Sampai saat ini vaksin Covid-19 yang dikembangkan dianggap masih efektif menghadapi varian baru yang muncul dan belum ada arahan untuk menyesuaikan atau mengganti vaksin yang sedang dikembangkan,” kata Amin pada Kompas, Kamis (4/3).
Menurut Amin, pihaknya juga belum mendapatkan informasi bahwa mutasi virus corona B.1.1.7 Â menyebabkan turunnya efikasi atau kemanjuran vaksin Covid-19 asal Sinovac, China yang juga diproduksi bersama PT Bio Farma, Bandung.

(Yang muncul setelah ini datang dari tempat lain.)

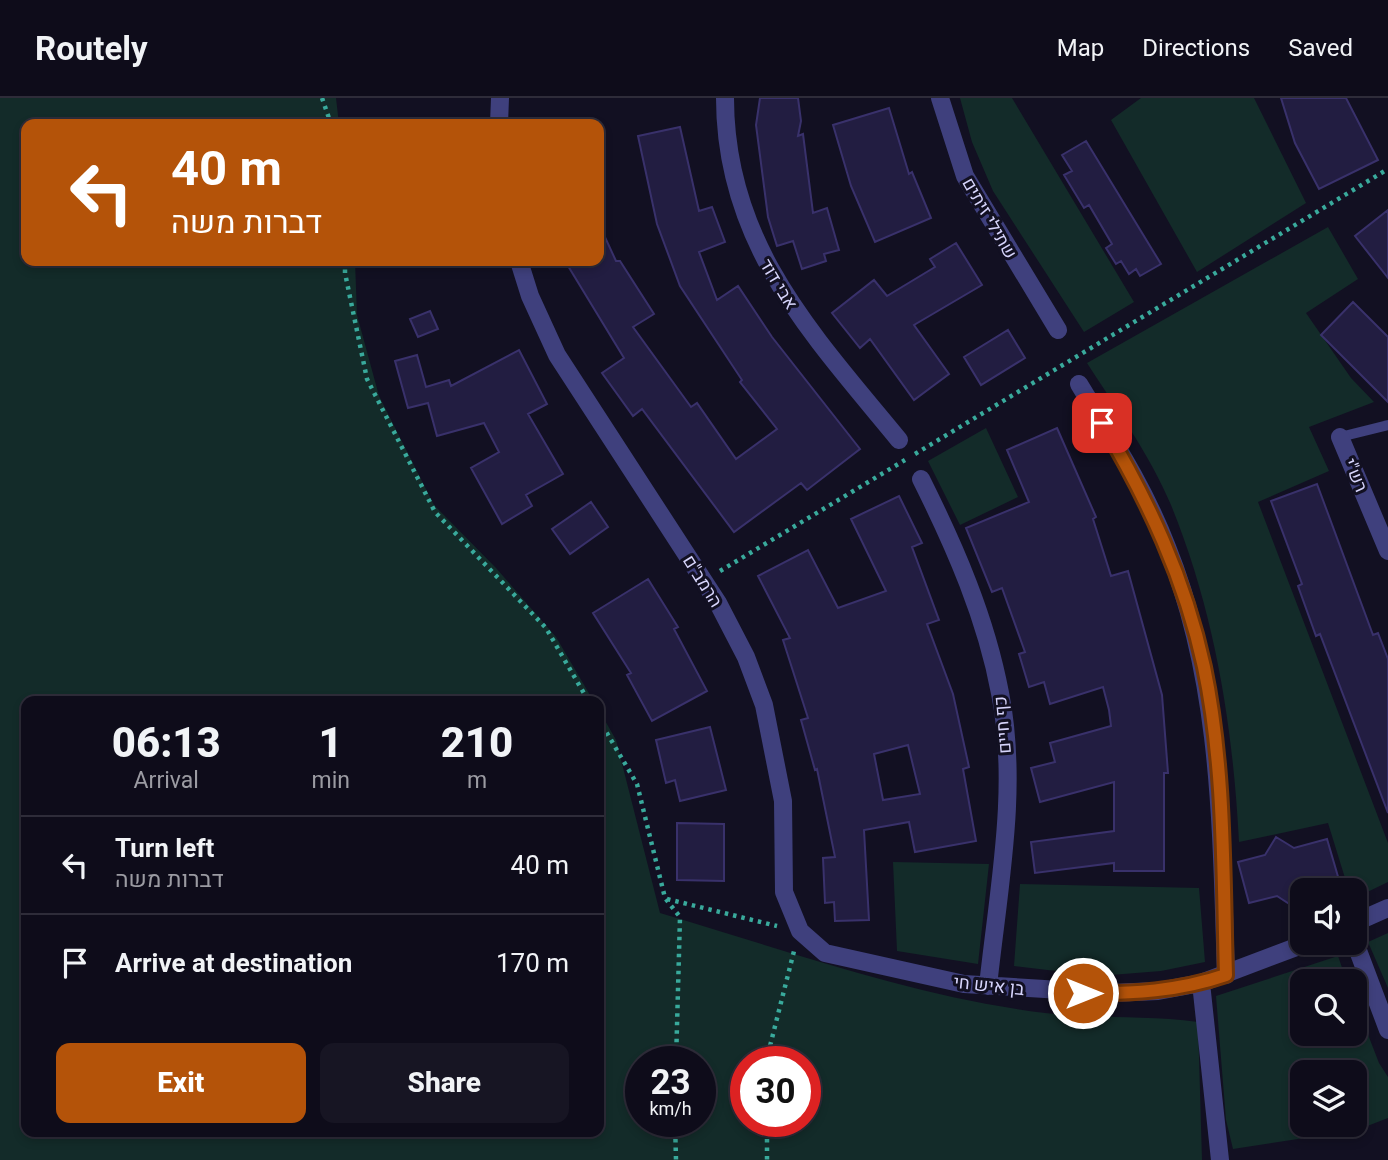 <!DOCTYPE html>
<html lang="en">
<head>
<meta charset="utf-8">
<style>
	:root { --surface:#0e0c1a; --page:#171523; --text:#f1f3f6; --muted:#9b9ba2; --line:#2e2c39; --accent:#b45309 }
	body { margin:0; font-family:Roboto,Heebo,sans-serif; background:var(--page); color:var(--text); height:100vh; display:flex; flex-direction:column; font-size:26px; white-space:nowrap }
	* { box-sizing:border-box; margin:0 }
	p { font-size:23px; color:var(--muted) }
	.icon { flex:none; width:38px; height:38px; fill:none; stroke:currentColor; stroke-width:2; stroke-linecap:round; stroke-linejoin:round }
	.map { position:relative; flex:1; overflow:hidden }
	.details { position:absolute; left:21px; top:598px; width:583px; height:441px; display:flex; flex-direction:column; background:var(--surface); border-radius:14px; box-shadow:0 4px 10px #0003,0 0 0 2px var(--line) }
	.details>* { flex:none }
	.hud { position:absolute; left:21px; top:21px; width:583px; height:147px; border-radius:14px; box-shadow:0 4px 10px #0003,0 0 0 2px var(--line); background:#b45309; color:#fff; overflow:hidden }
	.tools { position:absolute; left:1290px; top:780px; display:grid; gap:14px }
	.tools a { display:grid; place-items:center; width:77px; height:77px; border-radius:14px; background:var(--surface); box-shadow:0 4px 10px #0003,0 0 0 2px var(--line); font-size:35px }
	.speed { position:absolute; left:625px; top:948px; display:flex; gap:14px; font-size:35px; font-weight:700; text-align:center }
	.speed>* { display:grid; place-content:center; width:91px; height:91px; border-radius:50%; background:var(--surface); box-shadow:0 4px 10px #0003,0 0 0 2px var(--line); line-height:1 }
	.speed small { font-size:18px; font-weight:400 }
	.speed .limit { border:10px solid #d22; background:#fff; color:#111 }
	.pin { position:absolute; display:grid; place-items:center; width:60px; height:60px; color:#fff; margin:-30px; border-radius:14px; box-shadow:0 4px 10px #0006 }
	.me { position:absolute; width:77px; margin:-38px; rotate:90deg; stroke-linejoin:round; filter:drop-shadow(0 0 5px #0008) }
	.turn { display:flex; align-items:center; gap:24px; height:147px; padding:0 35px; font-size:32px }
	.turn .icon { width:91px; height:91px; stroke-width:2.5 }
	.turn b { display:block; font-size:49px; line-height:60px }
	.eta { display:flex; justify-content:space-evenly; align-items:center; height:119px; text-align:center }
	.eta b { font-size:42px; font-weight:800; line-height:49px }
	.cta { display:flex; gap:14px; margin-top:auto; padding:14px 35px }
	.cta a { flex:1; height:80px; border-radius:14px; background:var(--accent); color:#fff; font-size:28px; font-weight:800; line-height:80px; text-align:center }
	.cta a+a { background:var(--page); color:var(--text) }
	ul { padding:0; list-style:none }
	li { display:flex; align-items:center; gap:21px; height:98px; padding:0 35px; border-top:2px solid var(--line) }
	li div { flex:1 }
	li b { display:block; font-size:26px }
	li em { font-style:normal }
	header { display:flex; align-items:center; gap:42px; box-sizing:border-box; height:98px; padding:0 35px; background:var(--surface); border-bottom:2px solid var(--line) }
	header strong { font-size:33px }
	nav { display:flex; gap:38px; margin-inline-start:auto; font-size:24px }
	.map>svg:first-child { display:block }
	.green { fill:#132b29; fill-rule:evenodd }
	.building { fill:#221d41; stroke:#39316b; stroke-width:2; fill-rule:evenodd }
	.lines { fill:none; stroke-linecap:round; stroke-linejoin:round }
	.path { stroke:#39aa9c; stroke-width:4.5; stroke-dasharray:3.5 5; stroke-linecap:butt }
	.lane { stroke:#3f407d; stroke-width:10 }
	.street { stroke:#3f407d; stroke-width:18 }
	.route-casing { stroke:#753606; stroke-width:18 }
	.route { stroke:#b45309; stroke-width:12 }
	.labels { text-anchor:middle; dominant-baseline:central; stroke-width:6; stroke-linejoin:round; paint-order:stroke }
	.street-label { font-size:18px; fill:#d6d4fb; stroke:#121022 }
</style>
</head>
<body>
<header>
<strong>Routely</strong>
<nav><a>Map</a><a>Directions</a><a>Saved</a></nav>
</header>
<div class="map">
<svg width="1388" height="1062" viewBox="0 0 1388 1062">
	<rect width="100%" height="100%" fill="#121022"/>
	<path class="green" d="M0 0H336L339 26H26V163H355L357 217 379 298 434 407 496 470 556 539 594 604H26V1034H598L599 612 616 642 660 815C786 852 914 899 1045 915 1096 921 1147 917 1198 924L1202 1062H0ZM640 964H700V1024H640ZM746 964H805V1024H746Z
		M960 0H1012L1134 204 1084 234 993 93 972 44Z
		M1141 0H1254L1306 105 1197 174 1111 22Z
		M1328 129 1358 181 1306 215 1351 280 1374 304 1309 329 1329 373 1258 404 1388 745V784L1355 800 1354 793H1349L1328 725 1239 744C1233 629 1215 515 1171 407 1150 357 1116 310 1087 265Z
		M986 330 1018 399 960 427 928 363Z
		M893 764 989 766 978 866 897 853Z
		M1020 786 1199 790 1205 864 1161 873 1098 878 1014 868Z
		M1388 835V890L1368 844Z
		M1338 858 1347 884H1302V936H1354L1355 903 1379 965 1388 979V1020L1357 1032 1233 1051 1226 1022 1216 898ZM1302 975H1354V1027H1302Z"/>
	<path class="building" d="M760 0H798L801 23 798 38 803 36 813 115 827 110 839 152 824 156 826 163 802 171 793 143 777 148 768 119 756 27Z
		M1281 0H1346L1378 62 1319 91 1295 45Z
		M889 10 909 76 912 74 931 120 875 144 851 88 833 27Z
		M680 29 699 113 712 109 725 144 699 154 717 202 738 188 772 239 860 351 807 392 801 385 734 434 642 311 633 318 602 275 624 260 565 163H598V124L616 163H620L654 216 633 229 691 309 697 305 736 361 777 331 740 284 742 282 680 188 657 126 638 38Z
		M1086 43 1161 166 1140 178 1136 171 1129 176 1121 163 1116 166 1106 150 1112 146 1089 107 1084 110 1064 77 1072 73 1062 57Z
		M1388 112V180L1355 138Z
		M956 145 982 187 914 227 949 276 914 302 870 241 860 250 832 215 874 182 887 198 935 169 930 161Z
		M1353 204 1388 239V304L1321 237Z
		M430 213 438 231 418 239 410 221Z
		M1008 232 1025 260 981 287 964 259Z
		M519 252 547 306 528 316 563 376 526 397 532 408 502 426 471 370 499 354 484 325 437 338 428 305 408 310 395 263 417 257 426 289 449 282 451 288Z
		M1057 330 1096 419 1093 421 1111 478 1128 473 1162 597 1168 675H1164V773H1114V765L1035 775 1031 744 1114 733V684L1040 704 1031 670 1055 664 1050 645 1111 628 1109 612 1103 589 1050 606 1044 584 1029 589 1019 556 1025 554 1002 490 992 494 966 430 1029 404 1007 352Z
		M1317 386 1373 537 1378 535 1388 561V715L1320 536 1316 538 1298 488 1302 486 1271 403Z
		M899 398 922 445 912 449 939 522 927 526 953 596 969 669 963 671 976 743 915 754 909 724 864 732 869 822 835 823 834 804 825 805 823 760 835 759 817 671 815 672 801 622 808 620 783 542 790 540 758 478 808 452 838 510 886 493 851 421ZM908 647 920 696 883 702 874 656Z
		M591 404 608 429 570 456 552 431Z
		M648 481 678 529 674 531 707 593 652 623 627 577 631 575 593 515Z
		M710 629 726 692 680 703 675 682 666 685 656 642Z
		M677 725 724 726V783L677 782Z
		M1276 739 1294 750 1327 741 1339 782 1300 792 1291 807 1277 798 1249 805 1238 764 1265 757Z"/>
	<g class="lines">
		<path class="path" d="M322 0 331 26
			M345 163V175L367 281 435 414 546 530 589 604
			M915 356 1388 71
			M720 473 905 362
			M598 620 637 686 665 800 680 819 676 964
			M667 801 777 828
			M766 964 794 853
			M675 1024 676 1062
			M767 1024V1062"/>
		<path class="lane" d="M1340 339 1388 327"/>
		<path class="street" d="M725 0C725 146 812 236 899 342
			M940 0 965 78 1058 232
			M499 26 500 0
			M519 163 530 198 557 257 718 505 746 559 764 607 783 703 784 794 800 833 825 855 964 886 1110 895 1158 893 1201 885 1307 845
			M1079 286C1111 339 1145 391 1167 449 1222 586 1221 731 1226 877
			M1340 339 1388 453
			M921 381C955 449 986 520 1000 595 1019 690 998 793 988 888
			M1354 825 1388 810
			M1354 842 1388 932
			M1201 885 1220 1062"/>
	</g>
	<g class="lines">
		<g class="route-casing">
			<path id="route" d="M1083 895C1132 896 1179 893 1226 877 1223 775 1225 669 1204 569 1185 481 1148 402 1102 325"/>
		</g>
		<use href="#route" class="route"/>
	</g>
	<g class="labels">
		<g class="street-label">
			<text transform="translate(990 120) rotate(60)">שתילי זיתים</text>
			<text transform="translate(779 186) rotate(59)">אבי דוד</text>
			<text transform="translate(1356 377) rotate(67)">רש"י</text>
			<text transform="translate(703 483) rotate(58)">הרמב"ם</text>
			<text transform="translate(1002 627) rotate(-95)">כף חיים</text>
			<text transform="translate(989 887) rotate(6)">בן איש חי</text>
		</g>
	</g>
</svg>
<div class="tools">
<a><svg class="icon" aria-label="sound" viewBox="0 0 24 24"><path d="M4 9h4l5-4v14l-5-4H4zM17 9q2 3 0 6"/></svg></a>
<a><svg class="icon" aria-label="search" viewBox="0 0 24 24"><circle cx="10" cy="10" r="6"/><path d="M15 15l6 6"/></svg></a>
<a><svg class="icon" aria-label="layers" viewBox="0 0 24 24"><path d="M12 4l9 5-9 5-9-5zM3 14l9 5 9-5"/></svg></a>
</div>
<div class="speed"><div>23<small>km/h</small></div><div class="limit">30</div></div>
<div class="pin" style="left:1102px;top:325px;background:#d93025"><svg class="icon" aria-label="arrive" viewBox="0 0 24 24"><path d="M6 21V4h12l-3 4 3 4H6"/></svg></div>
<svg class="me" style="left:1083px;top:895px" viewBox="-20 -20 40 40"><circle r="17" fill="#b45309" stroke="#fff" stroke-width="3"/><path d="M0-11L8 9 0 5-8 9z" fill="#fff"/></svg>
<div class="hud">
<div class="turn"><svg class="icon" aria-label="left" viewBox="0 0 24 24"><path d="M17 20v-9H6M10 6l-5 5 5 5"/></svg><div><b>40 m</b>דברות משה</div></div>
</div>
<section class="details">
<div class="eta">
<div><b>06:13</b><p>Arrival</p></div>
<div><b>1</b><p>min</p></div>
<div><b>210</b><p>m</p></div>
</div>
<ul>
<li><svg class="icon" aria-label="left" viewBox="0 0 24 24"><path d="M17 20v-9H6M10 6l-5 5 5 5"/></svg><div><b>Turn left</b><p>דברות משה</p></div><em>40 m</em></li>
<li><svg class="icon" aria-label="arrive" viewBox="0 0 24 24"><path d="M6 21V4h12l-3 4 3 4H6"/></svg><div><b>Arrive at destination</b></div><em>170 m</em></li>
</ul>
<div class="cta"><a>Exit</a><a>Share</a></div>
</section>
</div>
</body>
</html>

Sebelumnya Menkes Gunadi Sadikin menyatakan, bahwa berdasarkan pengamatan di sejumlah negara, gejala yang diakibatkan infeksi varian virus corona B.1.1.7 tidak ada bedanya dengan virus asli.
Namun demikian, lanjutnya, dari jenis vaksin Covid-19 lain yang pernah diamati di beberapa negara menunjukkan ada penurunan efikasi terhadap varian virus corona baru.
“Walau demikian, kekebalan atau antibodi yang dibentuknya masih efektif untuk varian virus baru ini,” ujarnya.
Amin juga menyatakan, dalam situasi saat ini, program vaksinasi agi 181,5 juta atau dua pertiga dari total penduduk Indonesia untuk mencapau herd immunity atau kekebalan komunitas harus dirampungkan.
Sejauh ini, menurut Jubir Vaksinasi Covid-19 Kemenkes Siti Nadia Tarmizi, terdapat dua kasus warga di Karawang, Jawa Barat yang baru kembali dari Arab Saudi terpapar varian baru virus corona B.1.1.7
Nadia mengatakan, varian virus corona B.1.1.7 berbeda dari virus corona yang muncul pertama kali di Wuhan, China yakni lebih mudah dan cepat menular tetapi tidak mematikan.
Menurut catatan, sejumlah epidemiolog di Uni Eropa dan Inggeris juga melaporkan tingkat penularan varian baru virus corona B.1.1.7. yang lebih tinggi 70 persen diatas virus asli, namun belum bisa dipastikan, apakah lebih mematikan atau tidak.
Vaksin yang ada saat ini antara lain butatan AstraZeneca (Inggeris), Sinovac dan Sinopharm (China) serta Pfizer –BioNTech (AS/Jerman) dan Moderna (AS) dianggap masih cukup ampuh melawan virus SARS-CoV-2 dan varian baru virus B.1.1.7.
Sedangkan varian B.1.1.7 sendiri yang bermula terdeteksi di Inggeris dan Afrika Selatan (Desember 2020) dan dari hewan cerpelai di Norwegia (Januari lalu), saat ini sudah menyebar di belasan negara di dunia.